*Exercise aim*: Return, word for word, the line containing "const dot = new Path2D();" and every line after it through the last line of the records below.

*Data excerpts*:
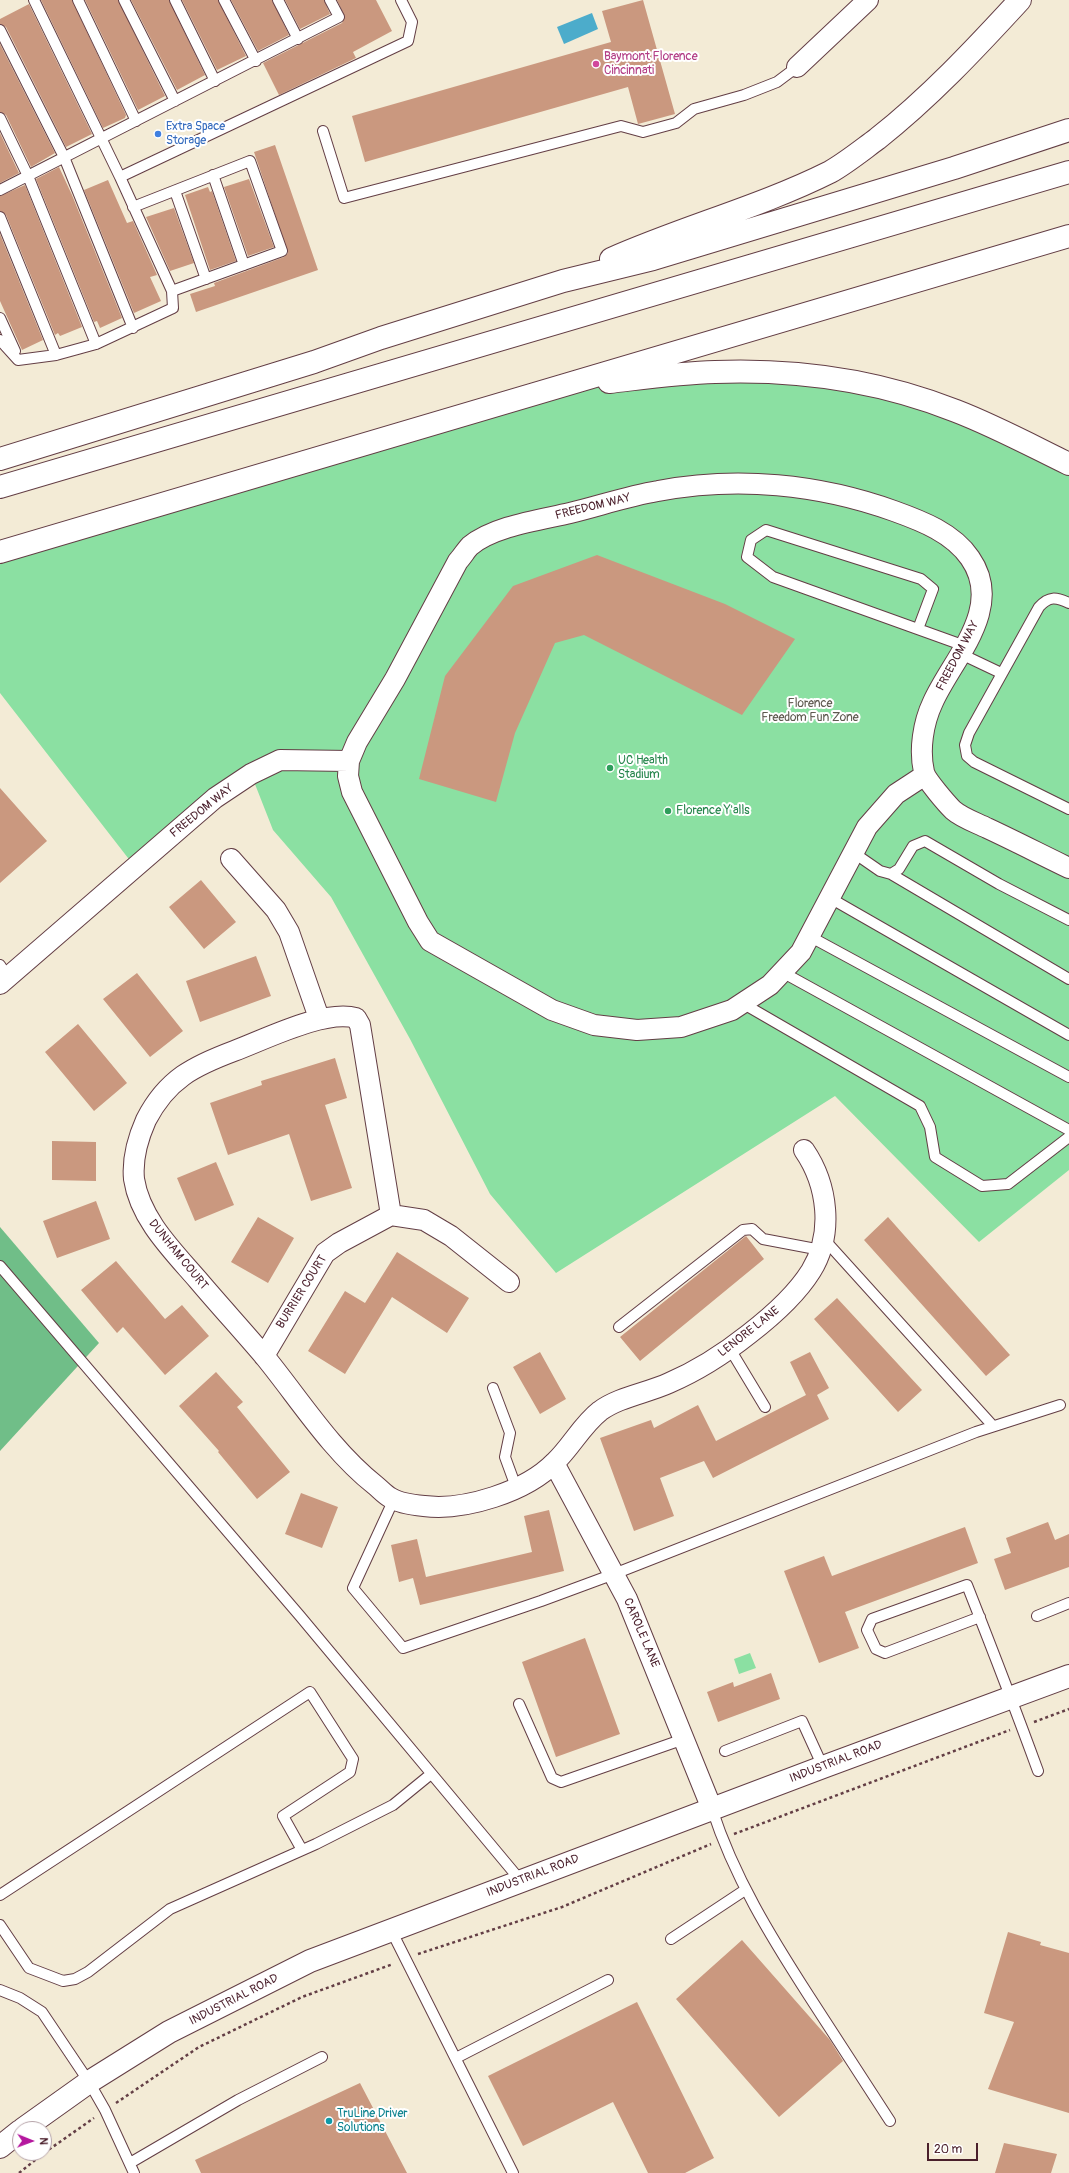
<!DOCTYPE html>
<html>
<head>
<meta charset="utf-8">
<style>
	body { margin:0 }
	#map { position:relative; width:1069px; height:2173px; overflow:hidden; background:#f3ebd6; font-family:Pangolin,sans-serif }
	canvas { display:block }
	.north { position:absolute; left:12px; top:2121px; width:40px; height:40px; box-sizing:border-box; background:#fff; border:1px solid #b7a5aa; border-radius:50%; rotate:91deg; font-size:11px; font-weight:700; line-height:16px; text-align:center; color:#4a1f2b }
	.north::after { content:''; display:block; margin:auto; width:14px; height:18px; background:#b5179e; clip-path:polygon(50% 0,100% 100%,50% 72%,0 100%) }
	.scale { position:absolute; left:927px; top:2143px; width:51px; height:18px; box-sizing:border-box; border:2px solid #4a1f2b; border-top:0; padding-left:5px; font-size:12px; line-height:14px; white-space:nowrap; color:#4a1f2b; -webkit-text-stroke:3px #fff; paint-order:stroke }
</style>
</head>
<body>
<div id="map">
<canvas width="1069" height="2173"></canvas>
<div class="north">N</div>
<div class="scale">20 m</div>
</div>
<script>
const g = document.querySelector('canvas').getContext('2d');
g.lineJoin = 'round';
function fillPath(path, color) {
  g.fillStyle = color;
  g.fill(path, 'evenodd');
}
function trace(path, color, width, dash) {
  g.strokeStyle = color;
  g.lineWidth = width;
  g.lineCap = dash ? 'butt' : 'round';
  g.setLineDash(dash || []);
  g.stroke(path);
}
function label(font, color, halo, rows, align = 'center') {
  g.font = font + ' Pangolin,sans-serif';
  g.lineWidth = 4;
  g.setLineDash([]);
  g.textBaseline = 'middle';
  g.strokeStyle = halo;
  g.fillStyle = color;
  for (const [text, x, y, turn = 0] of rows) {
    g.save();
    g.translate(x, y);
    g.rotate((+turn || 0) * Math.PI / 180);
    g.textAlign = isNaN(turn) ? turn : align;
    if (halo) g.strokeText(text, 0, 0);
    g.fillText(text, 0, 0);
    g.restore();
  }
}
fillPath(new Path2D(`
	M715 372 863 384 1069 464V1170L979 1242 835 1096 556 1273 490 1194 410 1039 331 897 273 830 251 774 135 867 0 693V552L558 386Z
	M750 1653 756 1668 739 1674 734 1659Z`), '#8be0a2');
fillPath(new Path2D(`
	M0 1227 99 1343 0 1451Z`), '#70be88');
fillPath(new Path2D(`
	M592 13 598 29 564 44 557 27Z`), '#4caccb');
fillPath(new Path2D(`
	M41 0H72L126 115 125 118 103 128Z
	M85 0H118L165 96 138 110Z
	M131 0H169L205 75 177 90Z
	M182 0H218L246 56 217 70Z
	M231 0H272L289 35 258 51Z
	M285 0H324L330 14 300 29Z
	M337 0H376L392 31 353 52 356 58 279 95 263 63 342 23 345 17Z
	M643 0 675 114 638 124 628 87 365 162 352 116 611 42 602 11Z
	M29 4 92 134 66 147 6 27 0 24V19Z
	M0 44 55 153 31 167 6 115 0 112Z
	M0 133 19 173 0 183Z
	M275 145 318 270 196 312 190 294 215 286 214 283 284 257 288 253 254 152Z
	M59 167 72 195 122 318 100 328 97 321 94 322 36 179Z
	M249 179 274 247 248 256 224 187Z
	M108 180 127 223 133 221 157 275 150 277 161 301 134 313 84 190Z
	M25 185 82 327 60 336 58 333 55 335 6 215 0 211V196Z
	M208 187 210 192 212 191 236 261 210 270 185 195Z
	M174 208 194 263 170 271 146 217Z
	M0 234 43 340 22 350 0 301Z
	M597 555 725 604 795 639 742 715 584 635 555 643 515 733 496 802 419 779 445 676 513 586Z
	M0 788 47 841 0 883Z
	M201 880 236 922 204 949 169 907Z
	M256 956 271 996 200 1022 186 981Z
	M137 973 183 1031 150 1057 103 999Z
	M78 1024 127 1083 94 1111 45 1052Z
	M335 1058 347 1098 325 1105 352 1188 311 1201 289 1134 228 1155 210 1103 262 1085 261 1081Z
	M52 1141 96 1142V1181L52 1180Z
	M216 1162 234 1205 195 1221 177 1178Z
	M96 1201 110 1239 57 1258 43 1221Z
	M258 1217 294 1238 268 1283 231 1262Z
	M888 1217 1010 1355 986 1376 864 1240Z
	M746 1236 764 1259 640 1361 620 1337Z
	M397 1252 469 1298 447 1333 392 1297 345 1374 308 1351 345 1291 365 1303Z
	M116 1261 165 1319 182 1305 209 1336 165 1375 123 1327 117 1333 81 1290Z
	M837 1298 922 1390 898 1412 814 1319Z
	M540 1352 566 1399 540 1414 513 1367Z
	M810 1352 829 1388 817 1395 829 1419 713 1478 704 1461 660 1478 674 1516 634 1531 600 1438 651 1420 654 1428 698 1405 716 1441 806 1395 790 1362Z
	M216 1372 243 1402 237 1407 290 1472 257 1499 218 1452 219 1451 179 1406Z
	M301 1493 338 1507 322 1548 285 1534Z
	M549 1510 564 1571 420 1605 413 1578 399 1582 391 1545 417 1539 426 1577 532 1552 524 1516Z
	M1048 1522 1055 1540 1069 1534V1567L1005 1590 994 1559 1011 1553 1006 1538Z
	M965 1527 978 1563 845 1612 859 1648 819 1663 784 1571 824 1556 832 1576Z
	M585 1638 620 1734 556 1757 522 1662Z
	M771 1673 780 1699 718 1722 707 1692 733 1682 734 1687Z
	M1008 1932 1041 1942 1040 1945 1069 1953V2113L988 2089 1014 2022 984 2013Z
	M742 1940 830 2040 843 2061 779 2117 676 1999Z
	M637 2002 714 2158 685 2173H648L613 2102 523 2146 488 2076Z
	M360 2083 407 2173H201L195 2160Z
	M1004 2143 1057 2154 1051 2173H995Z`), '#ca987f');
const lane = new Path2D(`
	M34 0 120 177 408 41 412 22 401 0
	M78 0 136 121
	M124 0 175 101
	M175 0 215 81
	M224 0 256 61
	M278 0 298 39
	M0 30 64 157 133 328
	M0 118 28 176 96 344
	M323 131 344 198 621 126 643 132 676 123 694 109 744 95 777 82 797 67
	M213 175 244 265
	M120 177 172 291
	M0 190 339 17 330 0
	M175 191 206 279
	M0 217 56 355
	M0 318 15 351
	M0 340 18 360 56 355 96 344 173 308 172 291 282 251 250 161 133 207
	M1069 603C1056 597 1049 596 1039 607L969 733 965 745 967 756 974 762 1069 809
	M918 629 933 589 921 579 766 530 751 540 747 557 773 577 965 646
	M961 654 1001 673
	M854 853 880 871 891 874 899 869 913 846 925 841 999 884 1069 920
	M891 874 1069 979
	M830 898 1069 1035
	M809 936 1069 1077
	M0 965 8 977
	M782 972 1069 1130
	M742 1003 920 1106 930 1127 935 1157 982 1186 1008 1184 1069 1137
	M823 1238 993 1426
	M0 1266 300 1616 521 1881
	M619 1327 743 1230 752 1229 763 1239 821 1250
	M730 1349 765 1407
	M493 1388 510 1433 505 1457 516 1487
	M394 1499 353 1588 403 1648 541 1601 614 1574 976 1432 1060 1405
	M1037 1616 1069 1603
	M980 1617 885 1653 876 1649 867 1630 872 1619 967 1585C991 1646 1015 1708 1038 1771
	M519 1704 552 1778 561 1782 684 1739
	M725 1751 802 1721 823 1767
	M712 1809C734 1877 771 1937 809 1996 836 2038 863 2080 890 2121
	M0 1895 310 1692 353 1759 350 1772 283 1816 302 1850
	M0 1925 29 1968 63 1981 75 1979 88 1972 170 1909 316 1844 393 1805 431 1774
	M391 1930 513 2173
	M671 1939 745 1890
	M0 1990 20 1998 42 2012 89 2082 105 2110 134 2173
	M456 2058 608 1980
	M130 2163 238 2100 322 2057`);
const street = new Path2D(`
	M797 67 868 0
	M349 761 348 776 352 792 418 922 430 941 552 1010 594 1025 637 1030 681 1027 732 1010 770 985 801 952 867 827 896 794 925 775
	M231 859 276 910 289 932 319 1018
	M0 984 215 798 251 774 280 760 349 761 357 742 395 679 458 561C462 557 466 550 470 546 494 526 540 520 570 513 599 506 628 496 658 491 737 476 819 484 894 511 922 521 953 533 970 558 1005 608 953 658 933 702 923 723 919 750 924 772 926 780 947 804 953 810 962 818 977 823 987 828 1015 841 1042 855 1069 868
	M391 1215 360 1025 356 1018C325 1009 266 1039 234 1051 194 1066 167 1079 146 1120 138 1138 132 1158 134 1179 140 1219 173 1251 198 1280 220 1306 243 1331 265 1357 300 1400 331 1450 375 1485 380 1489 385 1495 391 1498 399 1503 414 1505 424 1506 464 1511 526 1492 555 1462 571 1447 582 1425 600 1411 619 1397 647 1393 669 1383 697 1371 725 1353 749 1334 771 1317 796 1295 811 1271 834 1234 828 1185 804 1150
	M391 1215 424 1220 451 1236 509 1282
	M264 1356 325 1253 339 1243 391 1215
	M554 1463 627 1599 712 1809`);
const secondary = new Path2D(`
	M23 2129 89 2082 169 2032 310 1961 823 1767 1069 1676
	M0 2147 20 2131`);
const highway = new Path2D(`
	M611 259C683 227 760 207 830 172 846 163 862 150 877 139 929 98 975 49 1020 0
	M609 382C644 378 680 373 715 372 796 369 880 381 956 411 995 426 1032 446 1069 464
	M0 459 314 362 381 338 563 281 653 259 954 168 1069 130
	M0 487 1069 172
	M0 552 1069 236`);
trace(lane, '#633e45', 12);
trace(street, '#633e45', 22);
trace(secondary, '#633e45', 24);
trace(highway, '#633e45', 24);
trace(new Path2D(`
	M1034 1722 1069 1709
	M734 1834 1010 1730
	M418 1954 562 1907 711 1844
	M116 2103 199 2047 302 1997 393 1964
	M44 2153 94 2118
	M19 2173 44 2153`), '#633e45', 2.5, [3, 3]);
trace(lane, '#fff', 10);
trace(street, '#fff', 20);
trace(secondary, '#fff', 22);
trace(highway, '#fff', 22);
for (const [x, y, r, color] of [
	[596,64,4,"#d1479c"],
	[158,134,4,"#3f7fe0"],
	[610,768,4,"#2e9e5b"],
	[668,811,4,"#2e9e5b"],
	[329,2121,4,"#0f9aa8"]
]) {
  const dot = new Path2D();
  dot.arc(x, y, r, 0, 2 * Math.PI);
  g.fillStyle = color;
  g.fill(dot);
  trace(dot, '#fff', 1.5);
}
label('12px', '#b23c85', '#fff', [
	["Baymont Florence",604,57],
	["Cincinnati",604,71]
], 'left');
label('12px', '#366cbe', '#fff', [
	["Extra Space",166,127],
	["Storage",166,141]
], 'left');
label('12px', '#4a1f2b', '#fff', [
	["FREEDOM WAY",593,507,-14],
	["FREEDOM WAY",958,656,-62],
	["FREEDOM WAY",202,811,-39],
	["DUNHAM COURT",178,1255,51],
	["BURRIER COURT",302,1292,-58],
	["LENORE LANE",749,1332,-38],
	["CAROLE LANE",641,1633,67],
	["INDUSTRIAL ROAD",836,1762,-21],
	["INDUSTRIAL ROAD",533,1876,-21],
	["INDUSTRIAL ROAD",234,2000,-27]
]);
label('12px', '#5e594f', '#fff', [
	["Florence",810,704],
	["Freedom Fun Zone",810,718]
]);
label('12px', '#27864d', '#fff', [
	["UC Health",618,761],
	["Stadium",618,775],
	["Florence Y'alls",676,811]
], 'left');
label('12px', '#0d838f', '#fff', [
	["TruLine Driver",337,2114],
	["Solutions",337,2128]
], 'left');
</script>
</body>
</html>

*Output of the task*:
  const dot = new Path2D();
  dot.arc(x, y, r, 0, 2 * Math.PI);
  g.fillStyle = color;
  g.fill(dot);
  trace(dot, '#fff', 1.5);
}
label('12px', '#b23c85', '#fff', [
	["Baymont Florence",604,57],
	["Cincinnati",604,71]
], 'left');
label('12px', '#366cbe', '#fff', [
	["Extra Space",166,127],
	["Storage",166,141]
], 'left');
label('12px', '#4a1f2b', '#fff', [
	["FREEDOM WAY",593,507,-14],
	["FREEDOM WAY",958,656,-62],
	["FREEDOM WAY",202,811,-39],
	["DUNHAM COURT",178,1255,51],
	["BURRIER COURT",302,1292,-58],
	["LENORE LANE",749,1332,-38],
	["CAROLE LANE",641,1633,67],
	["INDUSTRIAL ROAD",836,1762,-21],
	["INDUSTRIAL ROAD",533,1876,-21],
	["INDUSTRIAL ROAD",234,2000,-27]
]);
label('12px', '#5e594f', '#fff', [
	["Florence",810,704],
	["Freedom Fun Zone",810,718]
]);
label('12px', '#27864d', '#fff', [
	["UC Health",618,761],
	["Stadium",618,775],
	["Florence Y'alls",676,811]
], 'left');
label('12px', '#0d838f', '#fff', [
	["TruLine Driver",337,2114],
	["Solutions",337,2128]
], 'left');
</script>
</body>
</html>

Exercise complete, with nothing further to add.